■ **Task material**
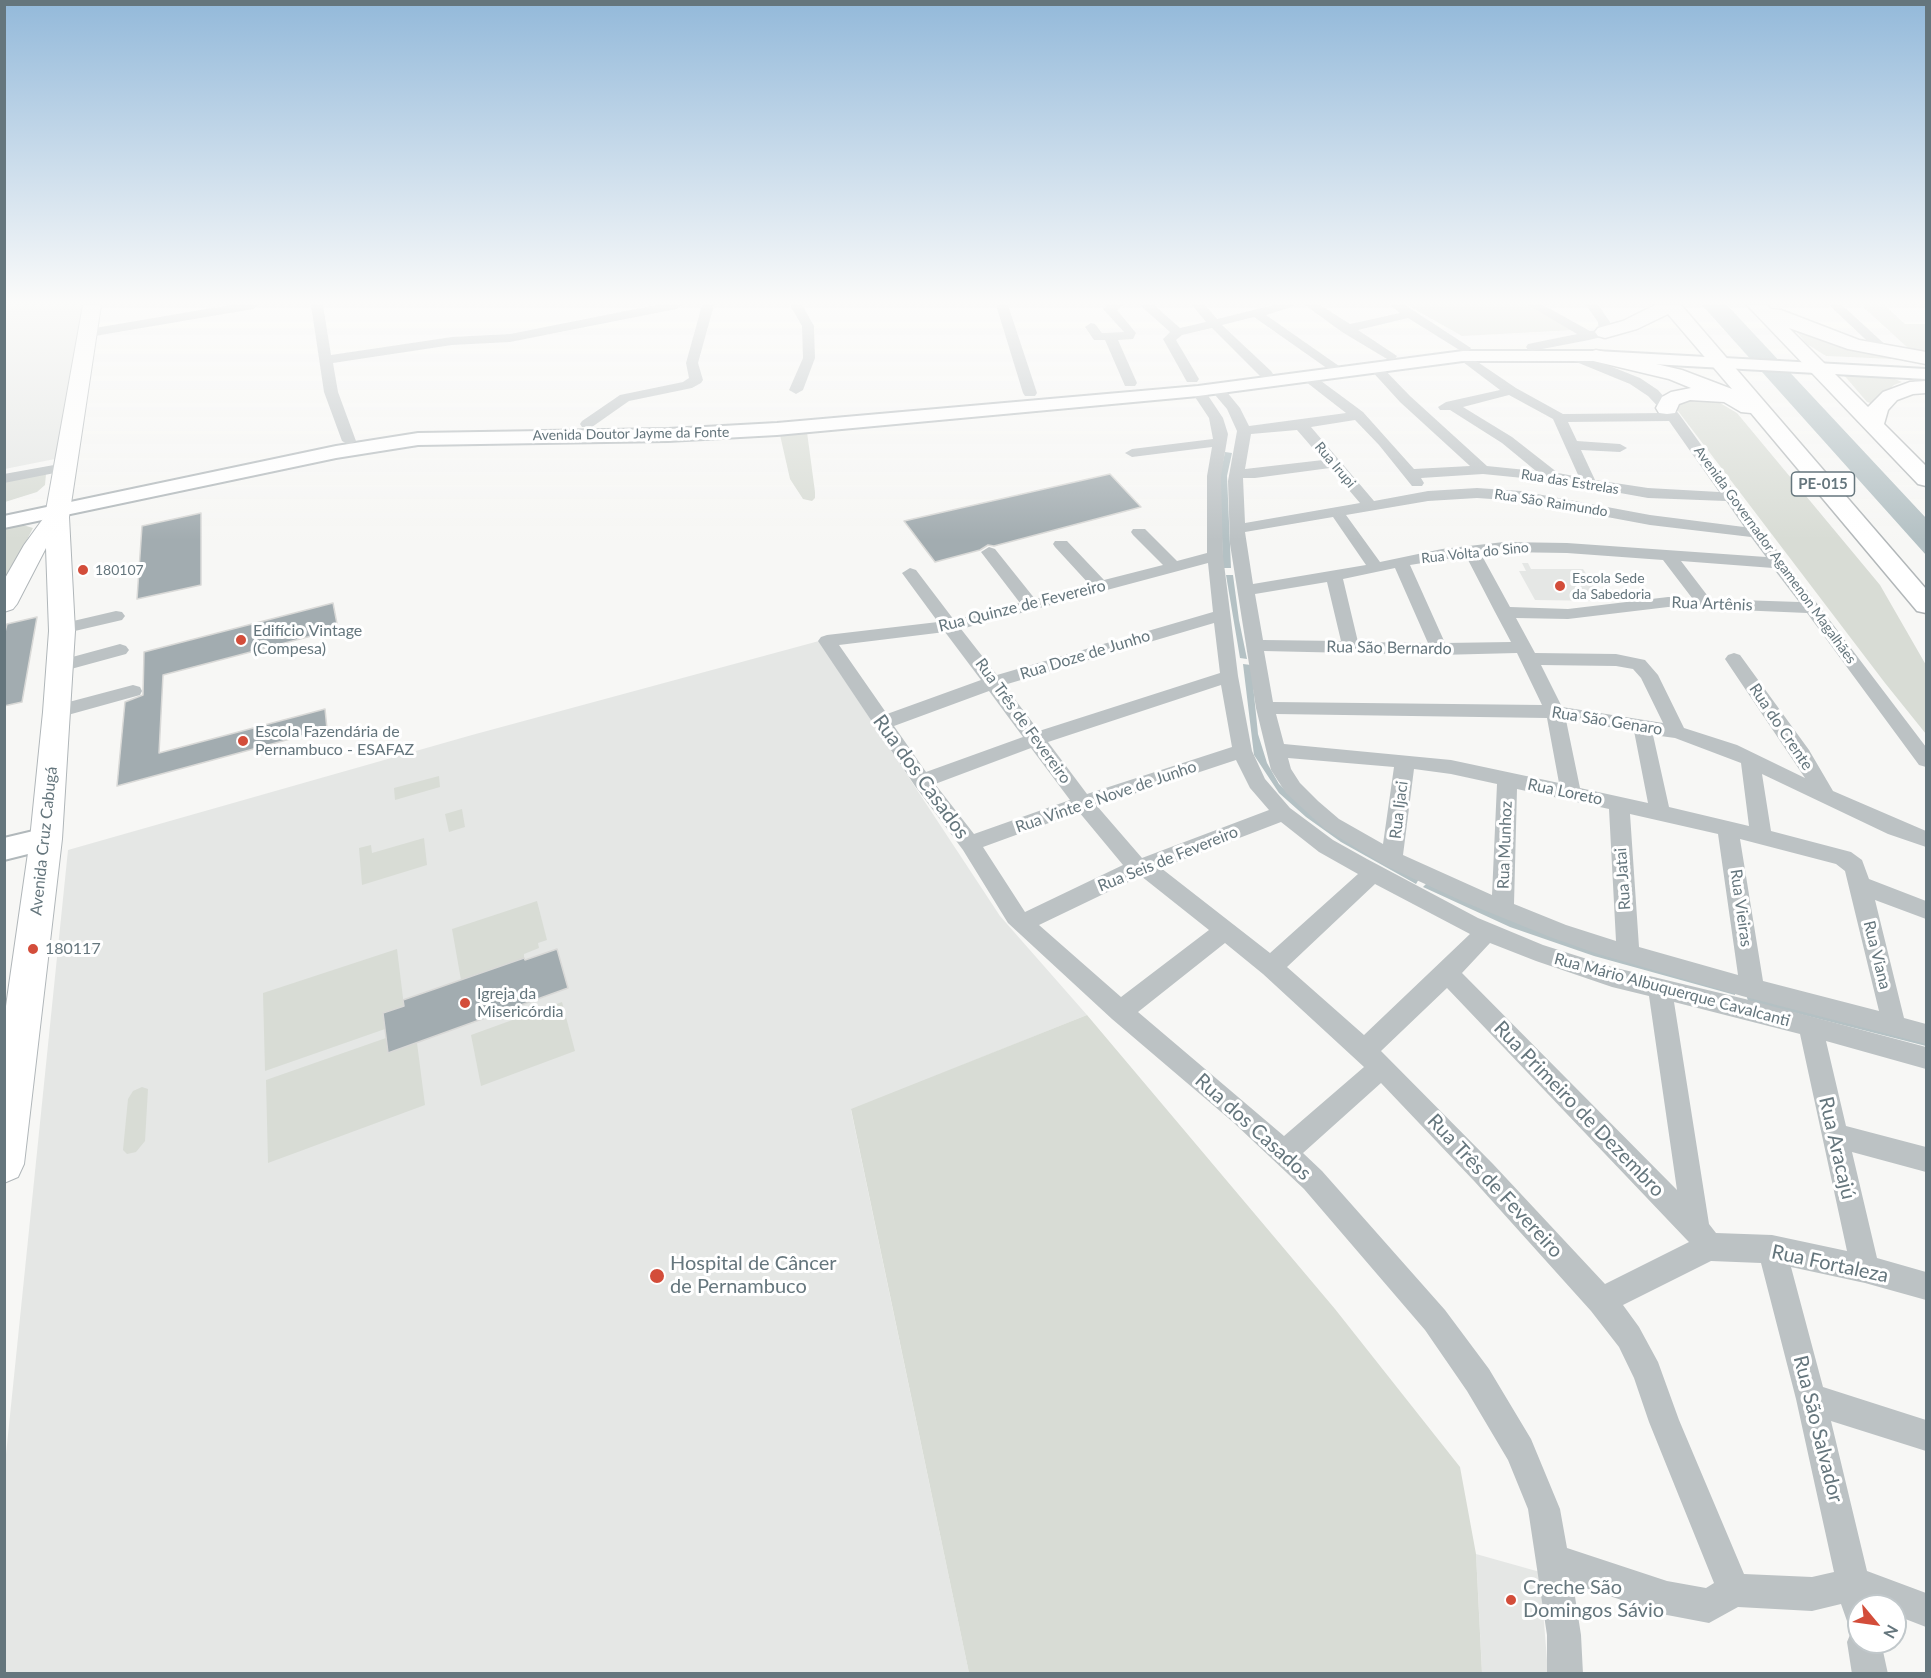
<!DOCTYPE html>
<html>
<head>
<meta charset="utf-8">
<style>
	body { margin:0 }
	#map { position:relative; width:1931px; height:1678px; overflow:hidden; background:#f7f7f5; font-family:Lato,sans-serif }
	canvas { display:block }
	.frame { position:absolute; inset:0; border:6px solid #65767d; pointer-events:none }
	.north { position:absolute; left:1847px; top:1594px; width:60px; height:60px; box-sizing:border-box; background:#fff; border:2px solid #c1c8cb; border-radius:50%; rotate:119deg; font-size:16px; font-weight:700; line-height:24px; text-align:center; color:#65767d }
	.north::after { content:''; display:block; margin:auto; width:21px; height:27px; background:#d34d3a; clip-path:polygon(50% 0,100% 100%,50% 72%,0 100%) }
</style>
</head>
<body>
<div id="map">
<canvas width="1931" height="1678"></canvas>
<div class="frame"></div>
<div class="north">N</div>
</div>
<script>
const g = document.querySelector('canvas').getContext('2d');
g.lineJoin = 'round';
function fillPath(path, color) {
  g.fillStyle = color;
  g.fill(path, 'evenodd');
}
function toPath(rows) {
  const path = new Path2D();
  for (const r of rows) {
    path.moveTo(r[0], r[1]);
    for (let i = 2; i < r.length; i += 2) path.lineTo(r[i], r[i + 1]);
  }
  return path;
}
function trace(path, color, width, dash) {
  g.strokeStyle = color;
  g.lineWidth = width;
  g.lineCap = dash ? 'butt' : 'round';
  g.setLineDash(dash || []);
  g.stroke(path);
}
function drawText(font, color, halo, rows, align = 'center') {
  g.font = font + ' Lato,sans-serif';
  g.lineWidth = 6;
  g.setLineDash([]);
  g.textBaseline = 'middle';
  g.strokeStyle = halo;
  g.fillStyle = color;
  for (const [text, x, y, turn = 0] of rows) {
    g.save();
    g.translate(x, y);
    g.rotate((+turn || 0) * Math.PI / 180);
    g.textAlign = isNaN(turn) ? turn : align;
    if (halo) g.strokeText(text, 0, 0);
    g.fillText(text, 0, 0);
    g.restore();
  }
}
fillPath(toPath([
	[5,305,83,305,55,459,5,469],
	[1522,563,1528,563,1531,569,1583,569,1603,601,1535,600,1519,571,1526,571],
	[819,641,1000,916,1087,1015,851,1110,969,1673,5,1674,5,1464,68,850,472,735],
	[1476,1554,1540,1572,1548,1673,1482,1672]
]), '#e5e7e5');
fillPath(toPath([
	[1407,305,1530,305,1576,330,1462,336],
	[1861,305,1884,305,1905,324,1926,324,1926,351,1909,349],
	[1794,329,1913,360,1826,356,1807,344],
	[1843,374,1890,377,1902,382,1894,385,1873,404,1867,402],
	[1691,398,1715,400,1737,413,1880,585,1926,665,1926,734,1885,683,1678,411,1676,407,1678,403],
	[807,432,815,492,815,498,812,501,803,499,790,479,780,435],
	[46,474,45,485,37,492,5,502,5,478],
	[23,525,33,528,5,582,5,528],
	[439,776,440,787,395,800,394,788],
	[462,809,465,827,449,832,445,814],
	[424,838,427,865,362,885,359,848,371,845,372,853],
	[537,901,547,940,538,943,539,948,524,954,524,958,461,980,452,929],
	[397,949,404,1006,383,1013,385,1029,265,1071,263,993],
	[562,1002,575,1051,481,1086,471,1035],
	[1087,1015,1335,1309,1460,1467,1476,1554,1482,1673,969,1673,851,1109],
	[386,1038,388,1052,417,1043,425,1105,268,1163,266,1080],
	[142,1087,148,1089,145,1141,136,1152,127,1154,123,1150,128,1099,133,1091]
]), '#d8dcd5');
fillPath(toPath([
	[1702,305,1727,305,1926,518,1926,555],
	[1225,452,1232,453,1227,476,1231,568,1223,568,1220,475],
	[1226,575,1233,575,1239,620,1247,659,1240,658],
	[1243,664,1251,665,1258,734,1267,763,1279,784,1305,809,1419,879,1416,884,1341,842,1306,817,1279,793,1254,755],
	[1427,883,1735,989,1735,995,1594,956,1510,927,1423,887],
	[1746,994,1926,1039,1926,1046,1748,1001]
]), '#b4c1c4');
const building = toPath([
	[1110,474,1141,507,994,546,988,545,980,550,935,562,904,521,1110,474],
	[201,513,201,585,137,599,142,526,201,513],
	[333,603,338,629,163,675,159,753,325,709,327,729,117,786,125,702,143,695,144,652,333,603],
	[37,617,22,702,4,706,4,636,7,624,37,617],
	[557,949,568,988,388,1053,383,1013,404,1006,403,1000,524,958,525,960,557,949]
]);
fillPath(building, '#a2acb0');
trace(building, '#d9d9d7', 1.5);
const secondary = toPath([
	[1463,351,1596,351,1926,369,1926,379,1596,361,1463,361,1198,396,777,435,668,441,418,445,336,458,4,528,4,516,336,446,418,433,668,429,777,423,1198,386,1463,351],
	[46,828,56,831,60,839,56,847,4,860,4,838,46,828]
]);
const primary = toPath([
	[83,305,101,305,69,517,75,631,62,839,24,1164,18,1177,4,1183,4,1020,30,839,43,712,49,631,46,548,17,604,13,609,4,612,4,580,24,545,45,516,83,305]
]);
const trunk = toPath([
	[1655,305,1681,305,1926,589,1926,613,1917,611,1751,413,1741,412,1724,402,1690,400,1679,404,1675,413,1667,414,1659,413,1656,408,1662,397,1671,392,1691,388,1669,379,1589,360,1586,356,1589,352,1596,350,1682,370,1732,389,1668,314,1637,329,1612,336,1605,338,1598,336,1595,332,1598,328,1623,321,1655,305],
	[1747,305,1767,305,1771,309,1781,310,1859,340,1926,352,1926,364,1848,349,1789,328,1868,407,1883,392,1910,382,1926,381,1926,393,1913,394,1897,400,1888,410,1884,424,1926,466,1926,486,1918,484,1747,305]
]);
trace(secondary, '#b1b8bb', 4);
trace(primary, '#b0b6b9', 2);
trace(trunk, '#b2b7b9', 3);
fillPath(toPath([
	[230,305,259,305,253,309,89,337,83,333,89,329,230,305],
	[311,305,323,305,331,355,452,337,510,334,656,305,682,305,676,309,510,342,452,345,333,363,338,392,356,441,349,445,342,441,324,392,311,305],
	[702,305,714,305,698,363,703,380,701,383,692,388,629,401,592,427,582,427,580,424,582,421,620,395,683,382,689,378,686,363,702,305],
	[790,305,802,305,814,326,815,358,803,390,796,394,789,390,803,358,802,326,790,305],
	[996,305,1008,305,1037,393,1035,396,1025,396,1023,393,996,305],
	[1107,305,1124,305,1117,310,1136,333,1133,339,1118,340,1137,383,1135,386,1125,386,1105,340,1094,340,1085,327,1091,323,1095,324,1102,333,1124,332,1103,309,1107,305],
	[1140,305,1154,305,1180,328,1206,322,1192,305,1205,305,1217,319,1274,305,1297,305,1266,315,1339,366,1338,369,1328,369,1254,317,1222,325,1271,371,1273,374,1271,377,1261,377,1212,328,1182,335,1176,340,1199,379,1197,382,1187,382,1163,339,1170,332,1140,305],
	[1305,305,1320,305,1350,324,1400,313,1390,305,1405,305,1471,348,1469,351,1461,351,1408,318,1358,330,1397,356,1395,359,1387,359,1342,332,1305,305],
	[1528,305,1543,305,1590,331,1599,330,1598,322,1586,305,1598,305,1610,322,1611,332,1609,335,1589,340,1532,351,1528,350,1526,347,1528,344,1577,334,1528,305],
	[1829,305,1842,305,1890,349,1892,352,1890,355,1882,355,1829,305],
	[1463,352,1516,388,1563,414,1664,413,1648,396,1630,384,1569,359,1567,356,1569,353,1577,353,1640,378,1658,390,1679,414,1784,560,1926,747,1926,767,1919,765,1807,613,1668,607,1568,619,1516,618,1535,653,1616,654,1645,660,1658,675,1684,728,1737,745,1805,778,1725,659,1728,655,1734,653,1740,655,1809,750,1833,791,1926,831,1926,847,1888,834,1762,774,1771,831,1851,852,1862,860,1869,879,1926,901,1926,919,1875,900,1904,1018,1926,1024,1926,1044,1742,996,1598,954,1550,937,1464,902,1384,865,1325,829,1286,793,1271,770,1256,708,1230,544,1228,481,1237,431,1227,409,1210,389,1212,386,1222,386,1240,408,1249,426,1346,413,1301,378,1303,375,1313,375,1363,412,1414,469,1470,466,1400,402,1369,368,1370,365,1380,365,1410,396,1487,466,1536,471,1502,443,1450,410,1440,410,1438,407,1446,402,1500,390,1459,359,1457,356,1463,352],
	[1509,395,1553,419,1579,477,1558,473,1512,437,1463,407,1509,395],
	[1355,420,1379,445,1412,486,1422,486,1424,483,1421,478,1483,474,1553,481,1648,498,1726,501,1744,527,1650,515,1521,491,1477,488,1428,491,1374,501,1311,427,1355,420],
	[1669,421,1719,492,1648,488,1595,480,1581,450,1620,452,1627,448,1620,444,1577,441,1568,422,1669,421],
	[1297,430,1323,460,1245,469,1251,434,1297,430],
	[1330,468,1360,503,1245,523,1243,478,1255,478,1330,468],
	[1477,498,1521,501,1650,525,1751,537,1766,557,1567,543,1504,542,1442,549,1380,562,1346,515,1428,501,1477,498],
	[1333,517,1366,565,1253,584,1245,532,1333,517],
	[1504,552,1567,553,1663,560,1692,598,1668,597,1568,609,1510,607,1481,554,1504,552],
	[1466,556,1495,612,1511,642,1445,643,1410,565,1466,556],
	[1681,561,1773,568,1799,602,1710,599,1681,561],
	[1395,568,1428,643,1358,642,1343,579,1395,568],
	[1327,582,1341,641,1263,640,1255,594,1327,582],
	[1264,651,1439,655,1517,653,1542,705,1273,702,1264,651],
	[1541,665,1616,666,1633,669,1641,678,1663,723,1562,707,1541,665],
	[1276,714,1547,718,1559,783,1451,760,1284,744,1276,714],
	[1566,720,1634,731,1648,803,1580,788,1566,720],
	[1653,735,1675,738,1741,763,1749,826,1669,807,1653,735],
	[1288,758,1394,767,1383,844,1339,819,1318,801,1300,783,1291,769,1288,758],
	[1414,769,1451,774,1497,784,1492,895,1403,855,1414,769],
	[1517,789,1609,809,1616,941,1566,925,1514,904,1517,789],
	[1630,814,1718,834,1738,975,1639,947,1630,814],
	[1740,839,1836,864,1845,871,1879,1011,1763,981,1740,839],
	[1913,369,1926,378,1926,389,1921,388,1906,373,1913,369],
	[1198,387,1203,388,1223,418,1228,434,1221,476,1223,556,1238,676,1252,751,1265,779,1290,808,1333,840,1367,859,1478,918,1543,945,1612,967,1745,999,1926,1047,1926,1069,1826,1041,1846,1126,1926,1147,1926,1172,1852,1152,1877,1258,1926,1272,1926,1300,1865,1283,1791,1267,1823,1387,1926,1420,1926,1451,1831,1421,1867,1571,1926,1593,1926,1627,1895,1615,1895,1606,1859,1606,1859,1626,1847,1621,1841,1604,1812,1611,1738,1607,1709,1623,1667,1615,1573,1584,1581,1635,1583,1674,1547,1674,1547,1635,1528,1509,1508,1460,1467,1391,1425,1330,1304,1189,1234,1123,1112,1019,1008,923,963,850,915,786,818,641,821,637,827,635,938,622,902,573,910,568,916,570,954,620,1020,603,981,552,989,547,995,549,1035,599,1089,584,1055,547,1053,544,1055,541,1067,541,1104,580,1163,565,1133,535,1131,532,1133,529,1145,529,1177,561,1207,553,1207,476,1212,447,1132,457,1125,453,1132,449,1213,439,1209,418,1191,391,1198,387],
	[1208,563,1213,612,997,675,961,629,1208,563],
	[1214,623,1220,673,1039,731,1004,685,1214,623],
	[945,632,981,680,887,714,839,645,945,632],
	[1221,685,1232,747,1087,794,1048,742,1221,685],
	[989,691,1023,737,926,772,894,726,989,691],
	[1031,748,1070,800,974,834,935,784,1031,748],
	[1236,760,1250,788,1269,810,1142,858,1097,806,1236,760],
	[1079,812,1123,865,1025,912,983,847,1079,812],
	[1281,822,1319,852,1358,874,1270,953,1161,868,1281,822],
	[1141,876,1209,930,1121,997,1039,925,1141,876],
	[1375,884,1470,934,1364,1035,1287,967,1375,884],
	[1225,943,1263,974,1364,1067,1284,1136,1138,1012,1225,943],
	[1490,943,1536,961,1612,987,1649,996,1677,1190,1462,973,1490,943],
	[1447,988,1686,1239,1689,1242,1605,1284,1493,1164,1381,1051,1447,988],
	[1674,1002,1800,1034,1847,1251,1772,1235,1716,1233,1709,1224,1674,1002],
	[1381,1083,1475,1182,1591,1311,1619,1347,1634,1378,1649,1422,1714,1583,1706,1588,1667,1581,1567,1548,1560,1509,1531,1439,1489,1369,1445,1310,1322,1171,1303,1153,1381,1083],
	[1711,1261,1761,1263,1796,1399,1834,1572,1812,1577,1744,1574,1679,1420,1658,1362,1639,1327,1623,1305,1711,1261],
	[65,463,72,467,70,470,4,483,4,474,65,463],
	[116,611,122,612,125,616,122,620,62,634,56,633,53,629,56,625,116,611],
	[120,644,126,646,129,650,126,654,60,672,54,670,51,666,54,662,120,644],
	[133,685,140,687,142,691,140,695,57,718,50,717,48,712,50,707,133,685],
	[1859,1627,1859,1642,1881,1642,1888,1674,1852,1674,1847,1642,1852,1630,1859,1627]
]), '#bcc2c4');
fillPath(secondary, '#fff');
fillPath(primary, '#fff');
fillPath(trunk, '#fff');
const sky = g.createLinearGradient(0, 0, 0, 540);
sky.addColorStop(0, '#93b9da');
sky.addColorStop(0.56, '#fbfbfa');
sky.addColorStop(1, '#fbfbfa00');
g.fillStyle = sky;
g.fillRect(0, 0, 1931, 540);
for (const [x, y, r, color] of [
	[83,570,6,"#d34d3a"],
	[1560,586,6,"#d34d3a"],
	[241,640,6,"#d34d3a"],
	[243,741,6,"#d34d3a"],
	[33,949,6,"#d34d3a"],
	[465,1003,6,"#d34d3a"],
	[657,1276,8,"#d34d3a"],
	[1511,1600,6,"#d34d3a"]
]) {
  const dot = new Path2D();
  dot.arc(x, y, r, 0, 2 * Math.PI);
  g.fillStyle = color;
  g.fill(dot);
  trace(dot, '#fff', 2);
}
drawText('14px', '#65767d', '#fff', [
	["Avenida Doutor Jayme da Fonte",631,434,-1],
	["Rua Irupi",1335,465,50],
	["Rua das Estrelas",1570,482,9],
	["Rua São Raimundo",1551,503,9],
	["Rua Volta do Sino",1475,553,-6],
	["Avenida Governador Agamenon Magalhães",1775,555,54]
]);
drawText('14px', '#65767d', '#fff', [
	["180107",95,570],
	["Escola Sede",1572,578],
	["da Sabedoria",1572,594]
], 'left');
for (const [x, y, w] of [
	[1823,484,63]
]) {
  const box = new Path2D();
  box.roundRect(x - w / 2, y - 12, w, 24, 4.5);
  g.fillStyle = '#fff';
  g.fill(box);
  trace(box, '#65767d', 1.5);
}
drawText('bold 15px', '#65767d', null, [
	["PE-015",1823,484]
]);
drawText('16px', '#65767d', '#fff', [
	["Rua Artênis",1712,604,2],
	["Rua Quinze de Fevereiro",1022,606,-14],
	["Rua São Bernardo",1389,648,1],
	["Rua Doze de Junho",1085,655,-17],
	["Rua Três de Fevereiro",1023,721,54],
	["Rua São Genaro",1607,721,9],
	["Rua do Crente",1781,727,56],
	["Rua Loreto",1565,792,12],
	["Rua Vinte e Nove de Junho",1106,797,-19],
	["Rua Ijaci",1399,810,-83],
	["Avenida Cruz Cabugá",44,841,-84],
	["Rua Munhoz",1505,845,-88],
	["Rua Seis de Fevereiro",1168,859,-22],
	["Rua Jatai",1623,879,-94],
	["Rua Vieiras",1741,908,82],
	["Rua Viana",1877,955,76],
	["Rua Mário Albuquerque Cavalcanti",1672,990,15]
]);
drawText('16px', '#65767d', '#fff', [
	["Edifício Vintage",253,631],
	["(Compesa)",253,649],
	["Escola Fazendária de",255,732],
	["Pernambuco - ESAFAZ",255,750],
	["180117",45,949],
	["Igreja da",477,994],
	["Misericórdia",477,1012]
], 'left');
drawText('20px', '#65767d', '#fff', [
	["Rua dos Casados",921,777,54],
	["Rua Primeiro de Dezembro",1579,1109,46],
	["Rua dos Casados",1253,1127,42],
	["Rua Aracajú",1837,1148,77],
	["Rua Três de Fevereiro",1495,1186,47],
	["Rua Fortaleza",1830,1264,12],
	["Rua São Salvador",1818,1429,76]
]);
drawText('20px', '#65767d', '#fff', [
	["Hospital de Câncer",670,1264],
	["de Pernambuco",670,1287],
	["Creche São",1523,1588],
	["Domingos Sávio",1523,1611]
], 'left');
</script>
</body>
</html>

■ **Exercise aim**
Across the records above, count the lines holding "Math" and write down only that count.

■ **Solution**
2